* Exercise prompt: Go through the records below and show every line with the string "note".

* Listed records:
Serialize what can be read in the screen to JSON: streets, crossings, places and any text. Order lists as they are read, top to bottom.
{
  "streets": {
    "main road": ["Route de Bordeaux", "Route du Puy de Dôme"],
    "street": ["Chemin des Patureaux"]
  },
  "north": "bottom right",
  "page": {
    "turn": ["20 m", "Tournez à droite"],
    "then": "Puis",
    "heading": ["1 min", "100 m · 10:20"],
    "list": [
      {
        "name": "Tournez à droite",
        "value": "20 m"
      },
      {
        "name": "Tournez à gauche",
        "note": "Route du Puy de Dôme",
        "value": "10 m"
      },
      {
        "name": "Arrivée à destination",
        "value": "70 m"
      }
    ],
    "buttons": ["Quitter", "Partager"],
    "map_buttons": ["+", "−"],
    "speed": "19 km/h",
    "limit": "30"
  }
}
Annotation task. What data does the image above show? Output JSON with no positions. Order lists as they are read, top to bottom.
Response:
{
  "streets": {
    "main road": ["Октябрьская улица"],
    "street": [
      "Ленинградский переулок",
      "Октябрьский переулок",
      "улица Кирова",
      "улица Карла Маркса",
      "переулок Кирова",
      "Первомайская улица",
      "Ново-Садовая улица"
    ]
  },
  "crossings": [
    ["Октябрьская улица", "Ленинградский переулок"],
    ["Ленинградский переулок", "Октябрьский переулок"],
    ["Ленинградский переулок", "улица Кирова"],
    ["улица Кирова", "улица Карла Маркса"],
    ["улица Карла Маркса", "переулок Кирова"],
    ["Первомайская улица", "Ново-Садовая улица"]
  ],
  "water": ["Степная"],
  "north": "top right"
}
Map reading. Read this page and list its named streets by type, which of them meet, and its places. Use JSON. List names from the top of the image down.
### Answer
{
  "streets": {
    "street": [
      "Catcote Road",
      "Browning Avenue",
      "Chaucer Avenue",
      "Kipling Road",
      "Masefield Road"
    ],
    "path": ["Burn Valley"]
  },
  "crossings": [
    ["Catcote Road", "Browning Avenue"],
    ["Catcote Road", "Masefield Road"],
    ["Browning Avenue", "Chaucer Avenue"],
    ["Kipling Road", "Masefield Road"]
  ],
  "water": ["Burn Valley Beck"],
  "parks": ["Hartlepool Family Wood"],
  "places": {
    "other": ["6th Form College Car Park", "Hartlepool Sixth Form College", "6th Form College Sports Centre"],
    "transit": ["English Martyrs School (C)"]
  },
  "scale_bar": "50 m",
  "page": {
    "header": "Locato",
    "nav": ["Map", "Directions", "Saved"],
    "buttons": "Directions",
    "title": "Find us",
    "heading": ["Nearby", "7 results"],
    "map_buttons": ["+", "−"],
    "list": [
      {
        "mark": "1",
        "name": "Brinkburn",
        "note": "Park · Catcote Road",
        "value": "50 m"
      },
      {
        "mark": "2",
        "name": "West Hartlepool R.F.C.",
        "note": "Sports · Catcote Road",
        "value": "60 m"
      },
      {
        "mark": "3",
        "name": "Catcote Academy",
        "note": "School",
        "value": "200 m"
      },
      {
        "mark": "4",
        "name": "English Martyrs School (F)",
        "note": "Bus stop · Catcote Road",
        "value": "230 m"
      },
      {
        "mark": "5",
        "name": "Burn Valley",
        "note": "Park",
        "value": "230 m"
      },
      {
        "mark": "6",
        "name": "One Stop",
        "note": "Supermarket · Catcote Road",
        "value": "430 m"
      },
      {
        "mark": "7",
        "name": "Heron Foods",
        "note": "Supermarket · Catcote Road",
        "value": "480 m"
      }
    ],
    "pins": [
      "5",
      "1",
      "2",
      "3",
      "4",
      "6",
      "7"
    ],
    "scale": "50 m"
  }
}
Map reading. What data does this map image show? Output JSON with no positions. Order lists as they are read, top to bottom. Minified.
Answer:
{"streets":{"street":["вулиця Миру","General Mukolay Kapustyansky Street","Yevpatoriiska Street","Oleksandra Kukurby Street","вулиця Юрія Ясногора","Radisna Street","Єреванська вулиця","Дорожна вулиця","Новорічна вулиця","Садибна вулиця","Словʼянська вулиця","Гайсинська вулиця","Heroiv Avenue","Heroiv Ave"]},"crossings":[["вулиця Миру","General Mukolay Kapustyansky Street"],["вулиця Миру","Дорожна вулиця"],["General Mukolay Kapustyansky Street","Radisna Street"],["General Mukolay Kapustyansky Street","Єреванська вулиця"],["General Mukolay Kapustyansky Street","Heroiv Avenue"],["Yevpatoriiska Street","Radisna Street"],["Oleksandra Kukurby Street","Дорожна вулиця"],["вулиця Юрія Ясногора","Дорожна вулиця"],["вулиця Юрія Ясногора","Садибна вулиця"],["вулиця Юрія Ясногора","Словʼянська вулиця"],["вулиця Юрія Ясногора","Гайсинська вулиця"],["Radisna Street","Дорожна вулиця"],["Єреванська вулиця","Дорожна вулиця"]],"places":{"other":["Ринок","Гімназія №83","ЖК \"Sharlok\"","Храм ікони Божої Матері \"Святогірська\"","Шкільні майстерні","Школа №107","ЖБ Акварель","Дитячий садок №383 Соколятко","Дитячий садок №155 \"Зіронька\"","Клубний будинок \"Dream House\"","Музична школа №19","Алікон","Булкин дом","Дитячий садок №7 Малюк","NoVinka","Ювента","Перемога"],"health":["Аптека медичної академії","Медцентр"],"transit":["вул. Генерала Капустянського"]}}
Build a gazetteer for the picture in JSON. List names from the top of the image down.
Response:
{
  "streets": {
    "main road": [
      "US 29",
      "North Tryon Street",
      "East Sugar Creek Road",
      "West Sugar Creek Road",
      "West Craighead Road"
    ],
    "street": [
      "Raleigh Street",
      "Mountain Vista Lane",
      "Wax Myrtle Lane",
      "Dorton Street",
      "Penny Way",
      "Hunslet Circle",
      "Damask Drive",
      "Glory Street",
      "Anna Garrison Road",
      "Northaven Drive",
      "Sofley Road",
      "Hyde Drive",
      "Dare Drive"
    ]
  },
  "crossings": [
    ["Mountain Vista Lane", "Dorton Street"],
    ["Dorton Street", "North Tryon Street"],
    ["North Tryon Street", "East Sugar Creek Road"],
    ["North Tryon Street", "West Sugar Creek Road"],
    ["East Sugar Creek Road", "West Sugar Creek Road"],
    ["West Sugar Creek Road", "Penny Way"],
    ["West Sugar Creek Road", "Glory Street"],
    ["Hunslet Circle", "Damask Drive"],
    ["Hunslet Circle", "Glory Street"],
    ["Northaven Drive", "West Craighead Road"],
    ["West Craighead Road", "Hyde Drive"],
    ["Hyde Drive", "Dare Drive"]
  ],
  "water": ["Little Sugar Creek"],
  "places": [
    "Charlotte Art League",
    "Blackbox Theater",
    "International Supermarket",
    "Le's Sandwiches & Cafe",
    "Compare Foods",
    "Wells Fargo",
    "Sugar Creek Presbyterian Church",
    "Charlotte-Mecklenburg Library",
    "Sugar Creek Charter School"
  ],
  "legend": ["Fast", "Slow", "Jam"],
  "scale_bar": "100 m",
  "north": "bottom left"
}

* Response to the exercise:
        "note": "Route du Puy de Dôme",
        "note": "Park · Catcote Road",
        "note": "Sports · Catcote Road",
        "note": "School",
        "note": "Bus stop · Catcote Road",
        "note": "Park",
        "note": "Supermarket · Catcote Road",
        "note": "Supermarket · Catcote Road",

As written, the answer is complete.